Ihr starkes Engagement und Ihre Initiativen für Umwelt- und Klimaschutz sollten uns alle sensibilisieren. Die Einrichtung des Klimarates der Bürgerinnen und Bürger, Anfang des Jahres in Wien, ist nicht unbemerkt geblieben.

Gleichzeitig haben Sie während der Corona-Pandemie zum gesellschaftlichen Engagement, dem Respekt der Gesetze und der Solidarität sowie einem verantwortungsbewussten und würdigen Verhalten, sowohl der Entscheidungsträger als auch der Bevölkerung aufgerufen. Dies sind Mahnungen, denen angesichts der enormen Herausforderungen in Gesundheitssystemen und öffentlicher Sicherheit, besondere Bedeutung zukommt. Wir brauchen heute mehr denn je verantwortungsbewusste, engagierte und solidarische Bürgerinnen und Bürger. Den enormen Herausforderungen können wir nur mit großer politischer Entschlossenheit und der vollen Unterstützung der Bevölkerung begegnen.

Herr Bundespräsident,

Ich möchte zum Abschluss eine letzte Gemeinsamkeit aufgreifen: die der internationalen Rolle bei der Förderung von Frieden und der multilateralen Kooperation, für die unsere Hauptstädte Wien und Brüssel stehen.

Die Neuordnung Europas nach dem Sturz Napoleons entschied sich beim Wiener Kongress und seit 1955 entwickelte sich Ihre Hauptstadt zum privilegierten Ort für Treffen zur Sicherheit, Friedensverhandlungen, multilaterale Zusammenarbeit oder Kooperation im Rahmen der UNO.

Wir begrüßen den Einsatz Ihres Landes für Kooperation und internationale Verständigung.
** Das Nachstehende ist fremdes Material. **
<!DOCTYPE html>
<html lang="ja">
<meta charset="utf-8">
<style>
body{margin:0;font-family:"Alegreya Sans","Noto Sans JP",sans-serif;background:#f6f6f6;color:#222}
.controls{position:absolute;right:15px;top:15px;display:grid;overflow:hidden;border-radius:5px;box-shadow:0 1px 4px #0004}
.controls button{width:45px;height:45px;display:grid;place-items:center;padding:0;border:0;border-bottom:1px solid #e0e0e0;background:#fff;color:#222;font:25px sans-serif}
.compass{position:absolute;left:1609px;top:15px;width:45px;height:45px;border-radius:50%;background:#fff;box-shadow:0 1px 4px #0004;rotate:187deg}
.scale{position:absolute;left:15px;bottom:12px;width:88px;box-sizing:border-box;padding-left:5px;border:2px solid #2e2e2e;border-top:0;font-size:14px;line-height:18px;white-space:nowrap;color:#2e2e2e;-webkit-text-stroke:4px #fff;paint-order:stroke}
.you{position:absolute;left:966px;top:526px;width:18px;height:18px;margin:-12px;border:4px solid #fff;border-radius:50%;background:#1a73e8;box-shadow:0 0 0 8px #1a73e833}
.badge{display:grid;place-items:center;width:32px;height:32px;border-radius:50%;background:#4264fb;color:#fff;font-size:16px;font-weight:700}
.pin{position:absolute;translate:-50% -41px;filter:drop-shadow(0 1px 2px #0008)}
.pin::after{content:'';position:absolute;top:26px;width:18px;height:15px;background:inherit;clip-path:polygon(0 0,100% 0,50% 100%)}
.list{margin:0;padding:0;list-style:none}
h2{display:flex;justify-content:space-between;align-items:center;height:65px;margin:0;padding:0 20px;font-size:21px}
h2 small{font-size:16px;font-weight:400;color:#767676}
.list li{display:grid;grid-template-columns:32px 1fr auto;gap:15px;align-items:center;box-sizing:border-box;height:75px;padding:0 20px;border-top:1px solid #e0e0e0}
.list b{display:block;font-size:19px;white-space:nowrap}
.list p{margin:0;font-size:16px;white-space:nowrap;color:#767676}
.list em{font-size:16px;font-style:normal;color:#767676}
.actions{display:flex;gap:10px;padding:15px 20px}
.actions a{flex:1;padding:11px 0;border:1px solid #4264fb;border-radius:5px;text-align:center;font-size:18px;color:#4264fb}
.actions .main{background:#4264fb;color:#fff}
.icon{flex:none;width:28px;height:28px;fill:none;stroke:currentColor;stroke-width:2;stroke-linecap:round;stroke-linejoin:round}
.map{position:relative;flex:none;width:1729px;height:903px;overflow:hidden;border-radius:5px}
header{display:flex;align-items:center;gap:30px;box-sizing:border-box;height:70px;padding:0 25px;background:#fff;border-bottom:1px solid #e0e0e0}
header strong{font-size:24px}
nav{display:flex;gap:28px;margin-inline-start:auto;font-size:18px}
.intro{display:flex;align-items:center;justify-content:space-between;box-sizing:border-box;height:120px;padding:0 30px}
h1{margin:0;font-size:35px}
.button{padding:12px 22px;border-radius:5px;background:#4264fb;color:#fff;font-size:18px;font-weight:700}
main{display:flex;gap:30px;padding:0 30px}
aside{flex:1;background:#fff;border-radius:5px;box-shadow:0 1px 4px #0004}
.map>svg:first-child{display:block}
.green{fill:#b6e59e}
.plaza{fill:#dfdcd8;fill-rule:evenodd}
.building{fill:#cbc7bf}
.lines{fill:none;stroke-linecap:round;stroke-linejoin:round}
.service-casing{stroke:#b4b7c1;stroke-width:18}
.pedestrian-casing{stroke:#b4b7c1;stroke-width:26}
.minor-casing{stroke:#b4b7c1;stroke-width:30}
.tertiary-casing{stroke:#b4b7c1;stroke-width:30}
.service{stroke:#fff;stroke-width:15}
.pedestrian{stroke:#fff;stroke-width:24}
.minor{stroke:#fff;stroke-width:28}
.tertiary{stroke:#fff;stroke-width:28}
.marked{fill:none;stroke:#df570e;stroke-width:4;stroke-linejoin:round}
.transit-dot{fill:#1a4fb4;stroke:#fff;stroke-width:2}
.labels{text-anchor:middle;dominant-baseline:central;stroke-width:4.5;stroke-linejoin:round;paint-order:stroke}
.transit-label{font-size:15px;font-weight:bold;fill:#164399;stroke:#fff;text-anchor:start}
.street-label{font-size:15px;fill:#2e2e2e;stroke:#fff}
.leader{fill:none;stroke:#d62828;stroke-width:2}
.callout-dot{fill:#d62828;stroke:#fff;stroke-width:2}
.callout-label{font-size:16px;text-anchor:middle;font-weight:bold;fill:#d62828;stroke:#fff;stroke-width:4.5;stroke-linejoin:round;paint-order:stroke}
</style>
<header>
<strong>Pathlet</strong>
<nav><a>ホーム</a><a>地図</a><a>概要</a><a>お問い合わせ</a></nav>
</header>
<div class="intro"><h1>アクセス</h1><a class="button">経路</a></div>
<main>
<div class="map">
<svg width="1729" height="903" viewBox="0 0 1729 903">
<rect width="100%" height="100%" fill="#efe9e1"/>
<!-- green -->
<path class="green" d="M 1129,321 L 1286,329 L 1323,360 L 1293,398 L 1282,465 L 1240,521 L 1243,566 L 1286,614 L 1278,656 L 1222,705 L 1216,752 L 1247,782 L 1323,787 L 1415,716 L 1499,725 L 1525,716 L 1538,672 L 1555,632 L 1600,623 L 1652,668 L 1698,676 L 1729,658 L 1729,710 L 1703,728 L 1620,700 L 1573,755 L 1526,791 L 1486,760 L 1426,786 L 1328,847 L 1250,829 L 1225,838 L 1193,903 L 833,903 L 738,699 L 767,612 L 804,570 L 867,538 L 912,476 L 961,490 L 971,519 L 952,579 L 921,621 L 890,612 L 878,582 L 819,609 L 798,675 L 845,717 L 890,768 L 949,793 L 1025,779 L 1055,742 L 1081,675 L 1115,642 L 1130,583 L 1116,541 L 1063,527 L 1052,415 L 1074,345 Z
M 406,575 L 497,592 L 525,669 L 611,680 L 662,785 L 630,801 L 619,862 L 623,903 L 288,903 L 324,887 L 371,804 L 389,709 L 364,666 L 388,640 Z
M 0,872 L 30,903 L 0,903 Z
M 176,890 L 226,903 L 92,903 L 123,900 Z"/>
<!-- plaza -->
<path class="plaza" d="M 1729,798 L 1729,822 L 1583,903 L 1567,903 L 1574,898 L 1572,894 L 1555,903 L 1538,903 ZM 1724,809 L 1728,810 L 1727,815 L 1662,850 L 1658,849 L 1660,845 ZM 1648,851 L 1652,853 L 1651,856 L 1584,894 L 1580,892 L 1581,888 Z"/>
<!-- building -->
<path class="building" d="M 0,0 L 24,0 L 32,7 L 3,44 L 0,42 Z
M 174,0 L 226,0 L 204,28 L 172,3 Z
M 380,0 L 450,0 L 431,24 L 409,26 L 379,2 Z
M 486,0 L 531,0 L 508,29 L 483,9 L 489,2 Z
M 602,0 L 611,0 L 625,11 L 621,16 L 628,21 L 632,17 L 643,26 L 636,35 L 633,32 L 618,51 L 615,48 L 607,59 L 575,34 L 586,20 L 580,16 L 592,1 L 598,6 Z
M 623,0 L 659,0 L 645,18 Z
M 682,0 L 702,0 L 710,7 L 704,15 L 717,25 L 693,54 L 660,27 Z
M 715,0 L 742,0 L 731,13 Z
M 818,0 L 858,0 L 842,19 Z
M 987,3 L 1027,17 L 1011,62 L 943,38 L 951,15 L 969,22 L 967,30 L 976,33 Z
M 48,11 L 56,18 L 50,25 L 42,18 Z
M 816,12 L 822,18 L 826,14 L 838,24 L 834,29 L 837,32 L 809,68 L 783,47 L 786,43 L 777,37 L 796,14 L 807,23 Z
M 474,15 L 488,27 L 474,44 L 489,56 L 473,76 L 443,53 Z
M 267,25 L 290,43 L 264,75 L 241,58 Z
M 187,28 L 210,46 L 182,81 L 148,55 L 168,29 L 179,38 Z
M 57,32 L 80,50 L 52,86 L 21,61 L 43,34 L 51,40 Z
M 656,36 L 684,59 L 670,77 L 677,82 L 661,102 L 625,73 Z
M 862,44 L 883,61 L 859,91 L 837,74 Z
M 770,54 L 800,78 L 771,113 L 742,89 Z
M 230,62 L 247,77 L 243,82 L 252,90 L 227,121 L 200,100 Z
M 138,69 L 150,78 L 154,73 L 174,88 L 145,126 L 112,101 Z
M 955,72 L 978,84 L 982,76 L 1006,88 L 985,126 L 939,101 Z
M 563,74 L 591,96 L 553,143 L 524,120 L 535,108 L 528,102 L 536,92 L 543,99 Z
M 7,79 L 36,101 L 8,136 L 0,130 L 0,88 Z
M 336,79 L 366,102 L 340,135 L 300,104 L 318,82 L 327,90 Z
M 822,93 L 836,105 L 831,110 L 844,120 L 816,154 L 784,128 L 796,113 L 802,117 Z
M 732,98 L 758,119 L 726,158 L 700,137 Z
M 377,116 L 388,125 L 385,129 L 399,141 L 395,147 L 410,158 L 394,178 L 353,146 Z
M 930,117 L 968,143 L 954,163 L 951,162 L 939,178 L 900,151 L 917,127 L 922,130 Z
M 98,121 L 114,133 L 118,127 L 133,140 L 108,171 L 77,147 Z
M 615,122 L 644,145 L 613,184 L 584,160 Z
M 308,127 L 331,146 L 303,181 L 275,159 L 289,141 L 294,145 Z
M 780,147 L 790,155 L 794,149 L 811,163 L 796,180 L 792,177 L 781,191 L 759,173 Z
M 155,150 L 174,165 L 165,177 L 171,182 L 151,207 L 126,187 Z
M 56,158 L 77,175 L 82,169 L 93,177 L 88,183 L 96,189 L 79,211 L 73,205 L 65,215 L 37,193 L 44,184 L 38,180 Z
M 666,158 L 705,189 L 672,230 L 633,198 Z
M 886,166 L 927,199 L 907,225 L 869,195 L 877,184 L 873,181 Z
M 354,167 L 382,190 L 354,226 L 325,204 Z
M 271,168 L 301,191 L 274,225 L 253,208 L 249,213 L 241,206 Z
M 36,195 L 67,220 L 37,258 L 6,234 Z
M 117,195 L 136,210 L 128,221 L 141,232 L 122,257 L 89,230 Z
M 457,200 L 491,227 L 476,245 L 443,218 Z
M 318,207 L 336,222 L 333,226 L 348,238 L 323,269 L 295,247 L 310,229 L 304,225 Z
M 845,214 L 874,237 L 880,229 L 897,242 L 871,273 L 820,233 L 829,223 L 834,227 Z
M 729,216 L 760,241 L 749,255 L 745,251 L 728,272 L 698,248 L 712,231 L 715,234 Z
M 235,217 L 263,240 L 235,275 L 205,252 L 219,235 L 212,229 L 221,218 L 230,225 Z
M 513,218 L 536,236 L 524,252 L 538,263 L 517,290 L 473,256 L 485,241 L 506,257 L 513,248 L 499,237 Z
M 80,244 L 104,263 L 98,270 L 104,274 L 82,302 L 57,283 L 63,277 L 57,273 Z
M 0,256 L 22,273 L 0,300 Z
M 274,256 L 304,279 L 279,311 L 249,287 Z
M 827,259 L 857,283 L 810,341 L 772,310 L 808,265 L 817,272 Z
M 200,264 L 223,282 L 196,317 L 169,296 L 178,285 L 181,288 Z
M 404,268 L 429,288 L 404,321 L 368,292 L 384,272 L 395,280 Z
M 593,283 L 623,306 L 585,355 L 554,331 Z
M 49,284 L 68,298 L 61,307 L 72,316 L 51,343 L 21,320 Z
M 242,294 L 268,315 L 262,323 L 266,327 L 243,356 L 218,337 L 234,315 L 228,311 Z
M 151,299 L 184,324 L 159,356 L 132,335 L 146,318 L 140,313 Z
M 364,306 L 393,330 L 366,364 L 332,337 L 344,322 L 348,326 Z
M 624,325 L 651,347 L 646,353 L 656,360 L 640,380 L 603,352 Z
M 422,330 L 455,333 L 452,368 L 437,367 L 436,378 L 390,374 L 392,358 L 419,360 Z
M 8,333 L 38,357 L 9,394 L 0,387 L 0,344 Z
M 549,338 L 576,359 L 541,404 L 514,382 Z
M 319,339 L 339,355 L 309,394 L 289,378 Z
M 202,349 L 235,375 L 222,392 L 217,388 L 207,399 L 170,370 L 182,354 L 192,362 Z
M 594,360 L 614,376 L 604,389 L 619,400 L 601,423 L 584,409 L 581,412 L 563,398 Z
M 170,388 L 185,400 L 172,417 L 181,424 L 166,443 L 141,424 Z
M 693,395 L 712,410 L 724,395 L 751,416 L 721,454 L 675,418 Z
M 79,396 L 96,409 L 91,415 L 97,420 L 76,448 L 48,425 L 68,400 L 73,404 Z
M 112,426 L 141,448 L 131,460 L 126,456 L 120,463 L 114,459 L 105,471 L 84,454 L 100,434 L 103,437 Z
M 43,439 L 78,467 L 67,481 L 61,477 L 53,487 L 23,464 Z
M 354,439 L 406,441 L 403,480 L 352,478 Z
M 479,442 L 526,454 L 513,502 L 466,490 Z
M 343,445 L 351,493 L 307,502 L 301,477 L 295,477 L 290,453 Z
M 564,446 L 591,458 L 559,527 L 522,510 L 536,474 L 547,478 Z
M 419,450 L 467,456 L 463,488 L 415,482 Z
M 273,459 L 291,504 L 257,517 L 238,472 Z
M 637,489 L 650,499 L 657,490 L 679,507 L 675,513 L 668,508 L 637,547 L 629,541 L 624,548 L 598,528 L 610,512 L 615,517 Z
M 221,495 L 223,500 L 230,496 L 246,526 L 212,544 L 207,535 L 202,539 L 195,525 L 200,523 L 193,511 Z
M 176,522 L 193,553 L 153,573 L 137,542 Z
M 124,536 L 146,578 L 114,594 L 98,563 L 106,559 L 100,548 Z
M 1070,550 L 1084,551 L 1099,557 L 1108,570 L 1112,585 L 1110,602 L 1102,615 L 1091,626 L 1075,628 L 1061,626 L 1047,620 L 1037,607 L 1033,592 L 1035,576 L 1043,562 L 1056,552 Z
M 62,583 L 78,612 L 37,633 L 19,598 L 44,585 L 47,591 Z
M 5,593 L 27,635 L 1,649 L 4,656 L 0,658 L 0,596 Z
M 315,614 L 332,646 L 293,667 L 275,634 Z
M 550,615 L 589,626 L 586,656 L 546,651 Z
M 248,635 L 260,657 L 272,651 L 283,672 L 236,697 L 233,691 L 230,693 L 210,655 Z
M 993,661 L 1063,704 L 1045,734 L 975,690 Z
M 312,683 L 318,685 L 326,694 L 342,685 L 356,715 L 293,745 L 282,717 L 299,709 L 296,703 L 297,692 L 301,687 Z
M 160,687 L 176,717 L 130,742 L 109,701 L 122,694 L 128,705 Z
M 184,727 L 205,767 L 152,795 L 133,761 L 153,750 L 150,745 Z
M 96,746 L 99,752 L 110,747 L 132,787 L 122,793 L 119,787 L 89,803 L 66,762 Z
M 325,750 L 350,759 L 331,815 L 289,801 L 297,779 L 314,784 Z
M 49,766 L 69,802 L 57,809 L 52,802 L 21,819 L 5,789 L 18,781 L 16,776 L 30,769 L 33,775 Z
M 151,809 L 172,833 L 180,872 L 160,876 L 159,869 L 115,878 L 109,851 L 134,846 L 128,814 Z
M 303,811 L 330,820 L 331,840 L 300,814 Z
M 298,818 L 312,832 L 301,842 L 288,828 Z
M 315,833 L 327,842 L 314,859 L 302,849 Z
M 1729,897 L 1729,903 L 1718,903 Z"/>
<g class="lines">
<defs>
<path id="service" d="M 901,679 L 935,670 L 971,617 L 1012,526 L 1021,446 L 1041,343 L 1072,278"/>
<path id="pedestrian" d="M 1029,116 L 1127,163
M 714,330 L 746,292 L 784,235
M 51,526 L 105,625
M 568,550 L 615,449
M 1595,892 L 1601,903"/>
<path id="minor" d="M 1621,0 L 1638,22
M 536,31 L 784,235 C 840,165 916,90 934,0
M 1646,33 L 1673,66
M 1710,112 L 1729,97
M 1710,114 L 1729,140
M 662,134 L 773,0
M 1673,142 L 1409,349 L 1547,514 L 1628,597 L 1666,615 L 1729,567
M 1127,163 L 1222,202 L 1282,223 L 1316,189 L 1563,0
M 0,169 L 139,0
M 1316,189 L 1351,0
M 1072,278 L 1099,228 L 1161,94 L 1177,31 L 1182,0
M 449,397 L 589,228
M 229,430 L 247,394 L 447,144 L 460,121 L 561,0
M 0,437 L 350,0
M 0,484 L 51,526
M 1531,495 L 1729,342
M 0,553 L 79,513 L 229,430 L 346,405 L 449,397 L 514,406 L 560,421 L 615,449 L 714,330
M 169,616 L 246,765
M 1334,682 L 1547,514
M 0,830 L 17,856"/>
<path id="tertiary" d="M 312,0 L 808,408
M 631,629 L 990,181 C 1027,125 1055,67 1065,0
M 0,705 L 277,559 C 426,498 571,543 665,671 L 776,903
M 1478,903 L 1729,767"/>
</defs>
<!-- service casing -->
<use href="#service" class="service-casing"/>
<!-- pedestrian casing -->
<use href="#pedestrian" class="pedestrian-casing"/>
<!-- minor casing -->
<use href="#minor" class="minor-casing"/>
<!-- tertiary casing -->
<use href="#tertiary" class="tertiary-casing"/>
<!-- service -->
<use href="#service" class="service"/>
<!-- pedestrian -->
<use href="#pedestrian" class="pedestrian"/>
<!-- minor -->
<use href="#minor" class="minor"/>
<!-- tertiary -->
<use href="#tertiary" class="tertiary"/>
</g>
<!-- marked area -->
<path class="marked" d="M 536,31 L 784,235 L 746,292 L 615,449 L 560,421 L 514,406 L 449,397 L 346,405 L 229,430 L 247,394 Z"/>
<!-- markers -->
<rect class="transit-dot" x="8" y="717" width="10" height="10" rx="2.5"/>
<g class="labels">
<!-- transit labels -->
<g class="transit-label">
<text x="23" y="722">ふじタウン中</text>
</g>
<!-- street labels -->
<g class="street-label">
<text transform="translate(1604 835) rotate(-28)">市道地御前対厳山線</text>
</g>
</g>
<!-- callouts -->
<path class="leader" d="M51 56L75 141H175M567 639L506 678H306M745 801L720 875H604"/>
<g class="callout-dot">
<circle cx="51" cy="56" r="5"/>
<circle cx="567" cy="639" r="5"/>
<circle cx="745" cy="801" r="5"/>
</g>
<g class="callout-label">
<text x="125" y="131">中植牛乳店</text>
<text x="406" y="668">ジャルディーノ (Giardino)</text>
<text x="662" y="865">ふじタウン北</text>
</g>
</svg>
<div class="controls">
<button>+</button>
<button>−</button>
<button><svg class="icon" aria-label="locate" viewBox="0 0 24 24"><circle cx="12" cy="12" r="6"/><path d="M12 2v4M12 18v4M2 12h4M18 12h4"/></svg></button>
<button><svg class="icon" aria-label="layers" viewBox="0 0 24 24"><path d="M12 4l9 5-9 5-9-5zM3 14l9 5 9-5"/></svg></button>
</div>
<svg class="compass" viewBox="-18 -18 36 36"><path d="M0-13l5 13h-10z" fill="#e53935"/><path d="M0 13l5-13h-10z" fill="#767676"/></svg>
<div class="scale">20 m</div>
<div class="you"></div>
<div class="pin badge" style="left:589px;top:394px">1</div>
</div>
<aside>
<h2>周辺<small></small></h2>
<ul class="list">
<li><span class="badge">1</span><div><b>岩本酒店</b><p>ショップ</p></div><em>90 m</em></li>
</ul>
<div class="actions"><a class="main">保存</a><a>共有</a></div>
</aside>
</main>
Gerade jetzt in Zeiten größter Instabilität. „Unsere“ Europäische Union ist durch das gleiche Streben nach Frieden und Wohlstand geprägt. Gemeinsam werden Wien und Brüssel sich dafür einsetzen, diese Wertegemeinschaft und die Grundprinzipien unserer Demokratien nachhaltig zu konsolidieren.

Exzellenzen,
meine Damen und Herren,

Ich möchte Sie bitten mit mir das Glas zu erheben und auf das Wohl von Bundespräsident Van der Bellen und die enge und intensive Zusammenarbeit zwischen Österreich und Belgien anzustoßen.